Lo bajaron de la patrulla a punta de patadas y los obligaron a pararse frente a una pared. “Te dije que no voltees”, le golpeaba un guardia cada vez que se atrevía a mirar de reojo mientras escuchaba como gritaban a su compañero: “Te vamos a quemar vivo para que veas lo que se siente”. Podía sentir el sonido hueco de los golpes sobre el joven. Y los chispazos.
Vino su turno en el interrogatorio. Entró a una oficina muy iluminada, con un mapa de Venezuela bien detallado. Le tomaron fotos, anotaron su estatura, color de ojos, peso. Un hombre le hizo todas las preguntas posibles con una pistola de electricidad en la mano. “Vamos a hacer esto rápido”. Le pidieron las contraseñas de sus correos y cuentas de redes sociales. Cuando se negaba, le daban pistoletazos en la sien, axilas, detrás de las orejas. Amenazaron quemarle los genitales. Le daban bofetadas y golpes en la cabeza.
“Soy ingeniero de sonido y músico.

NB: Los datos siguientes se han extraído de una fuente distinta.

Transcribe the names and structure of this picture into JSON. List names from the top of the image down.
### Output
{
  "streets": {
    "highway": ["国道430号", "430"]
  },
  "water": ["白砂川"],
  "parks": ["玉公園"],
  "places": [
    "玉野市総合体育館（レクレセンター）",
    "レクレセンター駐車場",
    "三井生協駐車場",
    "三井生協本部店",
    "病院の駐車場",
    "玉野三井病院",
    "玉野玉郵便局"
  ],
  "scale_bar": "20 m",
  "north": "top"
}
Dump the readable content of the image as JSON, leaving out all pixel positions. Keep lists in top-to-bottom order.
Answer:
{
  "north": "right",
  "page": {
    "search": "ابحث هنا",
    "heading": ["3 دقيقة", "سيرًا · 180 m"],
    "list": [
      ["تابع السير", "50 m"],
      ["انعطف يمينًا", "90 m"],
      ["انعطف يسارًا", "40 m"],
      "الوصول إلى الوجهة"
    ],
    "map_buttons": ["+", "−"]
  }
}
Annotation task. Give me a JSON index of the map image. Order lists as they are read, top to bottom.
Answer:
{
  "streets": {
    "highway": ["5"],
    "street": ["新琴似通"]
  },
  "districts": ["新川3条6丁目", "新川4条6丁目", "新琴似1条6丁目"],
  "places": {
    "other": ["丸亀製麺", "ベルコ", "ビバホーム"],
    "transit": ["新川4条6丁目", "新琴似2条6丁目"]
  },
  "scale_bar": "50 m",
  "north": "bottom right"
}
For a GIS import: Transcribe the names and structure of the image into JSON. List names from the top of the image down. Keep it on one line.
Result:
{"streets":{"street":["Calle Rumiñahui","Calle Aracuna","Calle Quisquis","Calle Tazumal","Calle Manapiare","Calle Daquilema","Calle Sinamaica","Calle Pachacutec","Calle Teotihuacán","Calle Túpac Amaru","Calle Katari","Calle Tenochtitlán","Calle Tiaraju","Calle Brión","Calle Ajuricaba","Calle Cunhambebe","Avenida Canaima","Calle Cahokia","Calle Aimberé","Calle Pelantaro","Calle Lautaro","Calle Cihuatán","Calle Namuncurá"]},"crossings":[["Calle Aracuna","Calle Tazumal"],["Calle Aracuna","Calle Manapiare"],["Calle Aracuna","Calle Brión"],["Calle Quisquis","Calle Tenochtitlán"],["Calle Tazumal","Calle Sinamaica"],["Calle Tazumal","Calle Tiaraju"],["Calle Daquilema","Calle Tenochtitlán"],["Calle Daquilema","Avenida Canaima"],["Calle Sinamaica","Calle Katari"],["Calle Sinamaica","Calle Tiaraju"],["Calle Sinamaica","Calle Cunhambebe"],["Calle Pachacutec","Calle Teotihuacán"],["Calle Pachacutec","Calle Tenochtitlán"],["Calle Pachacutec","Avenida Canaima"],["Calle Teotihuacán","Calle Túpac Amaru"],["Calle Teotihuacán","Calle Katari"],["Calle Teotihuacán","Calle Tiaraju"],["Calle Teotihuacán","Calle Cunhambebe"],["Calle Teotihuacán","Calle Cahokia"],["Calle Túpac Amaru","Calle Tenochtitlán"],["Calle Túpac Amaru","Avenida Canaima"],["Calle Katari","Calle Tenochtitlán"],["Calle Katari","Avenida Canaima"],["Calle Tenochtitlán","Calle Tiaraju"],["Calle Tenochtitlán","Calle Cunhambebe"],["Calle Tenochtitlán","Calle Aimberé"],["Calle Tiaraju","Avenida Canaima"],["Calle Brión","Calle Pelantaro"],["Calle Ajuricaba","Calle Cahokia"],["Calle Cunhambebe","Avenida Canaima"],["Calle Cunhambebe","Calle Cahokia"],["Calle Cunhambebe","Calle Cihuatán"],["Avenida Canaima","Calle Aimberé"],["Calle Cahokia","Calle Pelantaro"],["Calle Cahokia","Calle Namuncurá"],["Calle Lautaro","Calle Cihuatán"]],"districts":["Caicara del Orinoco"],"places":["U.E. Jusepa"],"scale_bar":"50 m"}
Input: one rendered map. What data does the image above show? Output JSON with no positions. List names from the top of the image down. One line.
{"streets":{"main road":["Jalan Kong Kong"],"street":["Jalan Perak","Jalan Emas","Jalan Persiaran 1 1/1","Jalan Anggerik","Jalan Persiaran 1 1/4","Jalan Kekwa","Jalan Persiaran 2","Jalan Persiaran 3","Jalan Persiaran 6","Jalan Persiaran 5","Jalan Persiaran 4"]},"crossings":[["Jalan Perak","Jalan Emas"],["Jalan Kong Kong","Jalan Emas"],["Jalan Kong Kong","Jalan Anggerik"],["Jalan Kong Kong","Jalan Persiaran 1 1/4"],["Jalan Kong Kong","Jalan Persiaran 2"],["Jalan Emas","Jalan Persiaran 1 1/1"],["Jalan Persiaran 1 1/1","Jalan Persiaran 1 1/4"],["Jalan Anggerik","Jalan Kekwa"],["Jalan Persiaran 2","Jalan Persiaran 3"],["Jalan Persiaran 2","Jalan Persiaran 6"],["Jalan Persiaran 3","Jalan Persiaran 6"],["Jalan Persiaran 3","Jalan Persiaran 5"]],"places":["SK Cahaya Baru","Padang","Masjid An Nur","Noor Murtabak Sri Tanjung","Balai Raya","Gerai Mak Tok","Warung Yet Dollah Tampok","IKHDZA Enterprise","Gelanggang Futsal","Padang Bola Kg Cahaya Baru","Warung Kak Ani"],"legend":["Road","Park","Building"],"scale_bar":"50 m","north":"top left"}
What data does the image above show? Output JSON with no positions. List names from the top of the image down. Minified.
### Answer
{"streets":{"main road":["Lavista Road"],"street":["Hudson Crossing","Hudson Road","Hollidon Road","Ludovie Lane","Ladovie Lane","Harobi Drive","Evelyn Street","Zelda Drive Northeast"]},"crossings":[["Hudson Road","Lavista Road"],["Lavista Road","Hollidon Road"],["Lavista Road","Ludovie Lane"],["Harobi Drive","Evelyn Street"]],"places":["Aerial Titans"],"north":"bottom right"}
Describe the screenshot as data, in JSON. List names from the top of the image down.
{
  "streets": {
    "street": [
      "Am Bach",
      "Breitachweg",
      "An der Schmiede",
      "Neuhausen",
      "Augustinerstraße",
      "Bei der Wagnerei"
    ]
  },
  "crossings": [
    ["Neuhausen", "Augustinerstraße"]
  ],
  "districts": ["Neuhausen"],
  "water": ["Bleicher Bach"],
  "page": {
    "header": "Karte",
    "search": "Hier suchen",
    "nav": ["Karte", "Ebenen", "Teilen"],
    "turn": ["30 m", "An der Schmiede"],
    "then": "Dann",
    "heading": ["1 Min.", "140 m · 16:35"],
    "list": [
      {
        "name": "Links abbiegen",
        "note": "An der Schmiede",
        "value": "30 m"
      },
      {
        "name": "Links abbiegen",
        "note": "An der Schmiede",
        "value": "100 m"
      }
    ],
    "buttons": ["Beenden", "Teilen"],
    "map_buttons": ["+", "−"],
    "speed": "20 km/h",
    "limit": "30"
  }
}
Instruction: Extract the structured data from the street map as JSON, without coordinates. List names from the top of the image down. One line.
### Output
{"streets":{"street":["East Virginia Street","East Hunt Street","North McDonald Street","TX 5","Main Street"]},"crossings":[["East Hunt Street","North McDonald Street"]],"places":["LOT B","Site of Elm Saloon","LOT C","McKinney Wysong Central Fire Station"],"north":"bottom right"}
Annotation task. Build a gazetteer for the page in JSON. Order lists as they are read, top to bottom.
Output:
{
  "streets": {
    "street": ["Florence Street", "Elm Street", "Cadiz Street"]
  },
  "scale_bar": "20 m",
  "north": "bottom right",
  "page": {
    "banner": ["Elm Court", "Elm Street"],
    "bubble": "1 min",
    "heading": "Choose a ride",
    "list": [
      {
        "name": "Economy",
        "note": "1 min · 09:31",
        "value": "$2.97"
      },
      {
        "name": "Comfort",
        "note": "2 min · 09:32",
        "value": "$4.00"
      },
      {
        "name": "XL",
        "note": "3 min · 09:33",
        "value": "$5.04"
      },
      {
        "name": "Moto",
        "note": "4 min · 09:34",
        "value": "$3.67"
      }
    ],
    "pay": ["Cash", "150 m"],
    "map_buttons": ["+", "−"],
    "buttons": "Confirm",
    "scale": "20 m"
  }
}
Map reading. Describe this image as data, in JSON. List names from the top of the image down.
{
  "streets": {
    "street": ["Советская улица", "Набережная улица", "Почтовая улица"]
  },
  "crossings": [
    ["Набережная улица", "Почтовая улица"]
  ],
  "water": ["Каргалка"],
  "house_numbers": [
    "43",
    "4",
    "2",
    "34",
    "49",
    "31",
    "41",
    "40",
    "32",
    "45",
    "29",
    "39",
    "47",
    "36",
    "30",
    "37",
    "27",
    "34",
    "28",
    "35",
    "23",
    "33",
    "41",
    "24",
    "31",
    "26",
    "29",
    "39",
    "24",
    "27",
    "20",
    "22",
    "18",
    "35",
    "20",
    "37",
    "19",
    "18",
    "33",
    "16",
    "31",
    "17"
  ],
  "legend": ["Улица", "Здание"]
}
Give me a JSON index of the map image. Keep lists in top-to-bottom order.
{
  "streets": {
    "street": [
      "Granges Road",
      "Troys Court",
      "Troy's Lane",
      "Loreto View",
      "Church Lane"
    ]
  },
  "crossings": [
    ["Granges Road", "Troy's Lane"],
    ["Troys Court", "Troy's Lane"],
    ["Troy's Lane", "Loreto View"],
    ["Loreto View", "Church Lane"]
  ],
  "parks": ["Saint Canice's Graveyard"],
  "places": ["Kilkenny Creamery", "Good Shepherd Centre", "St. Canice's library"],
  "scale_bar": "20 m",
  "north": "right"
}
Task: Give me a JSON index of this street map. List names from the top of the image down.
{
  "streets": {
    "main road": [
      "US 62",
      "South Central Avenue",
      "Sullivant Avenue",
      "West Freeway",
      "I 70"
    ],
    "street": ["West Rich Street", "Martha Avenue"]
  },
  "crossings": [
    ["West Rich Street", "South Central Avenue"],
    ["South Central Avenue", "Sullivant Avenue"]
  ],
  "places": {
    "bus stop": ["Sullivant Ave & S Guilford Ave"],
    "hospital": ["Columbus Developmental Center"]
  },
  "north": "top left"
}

Te pido por favor, no me golpees las manos. Son mi instrumento”, les rogaba. Pero los agentes se reían y le pegaban en las manos. Una hora duró la pesadilla.
Le obligaron a firmar un chequeo médico que certificaba que gozaba de buena salud. Pasó la noche en una celda 3 por 3 con los otros tres detenidos y dos adolescentes heridos que había disparado a un hijo de un Sebin. Le ofrecieron agua, el primer sorbo que tomaba en horas, y unas sobras de comida. Logró dormitar un poco. Al fondo escuchaba la cadena de Nicolás Maduro en La Victoria.
Al día siguiente, los trasladaron a un calabozo del Cicpc en el centro de Caracas con olor a orín. Al atardecer, lo presentaron en la audiencia de precalificación en el Palacio de Justicia. Les imputaron los delitos de alteración de orden público, asociación para delinquir y terrorismo de Estado, con régimen de presentación cada 30 días. Le quitaron las esposas. Lo dejaron libre. Al salir, pudo abrazar a su mamá. Ella sólo se enteraba de lo que pasaba dentro del edificio por los tuits del abogado Alfredo Romero, del Foro Penal: “Los jóvenes
El abogado de la organización Foro Penal que asumió su caso comentó que se trataba de uno de los casos más interesantes de su vida: un joven que participó en la marcha de la oposición se había salvado de que le cayeran mayores cargos gracias al testimonio de su amigo de fútbol, su amigo chavista.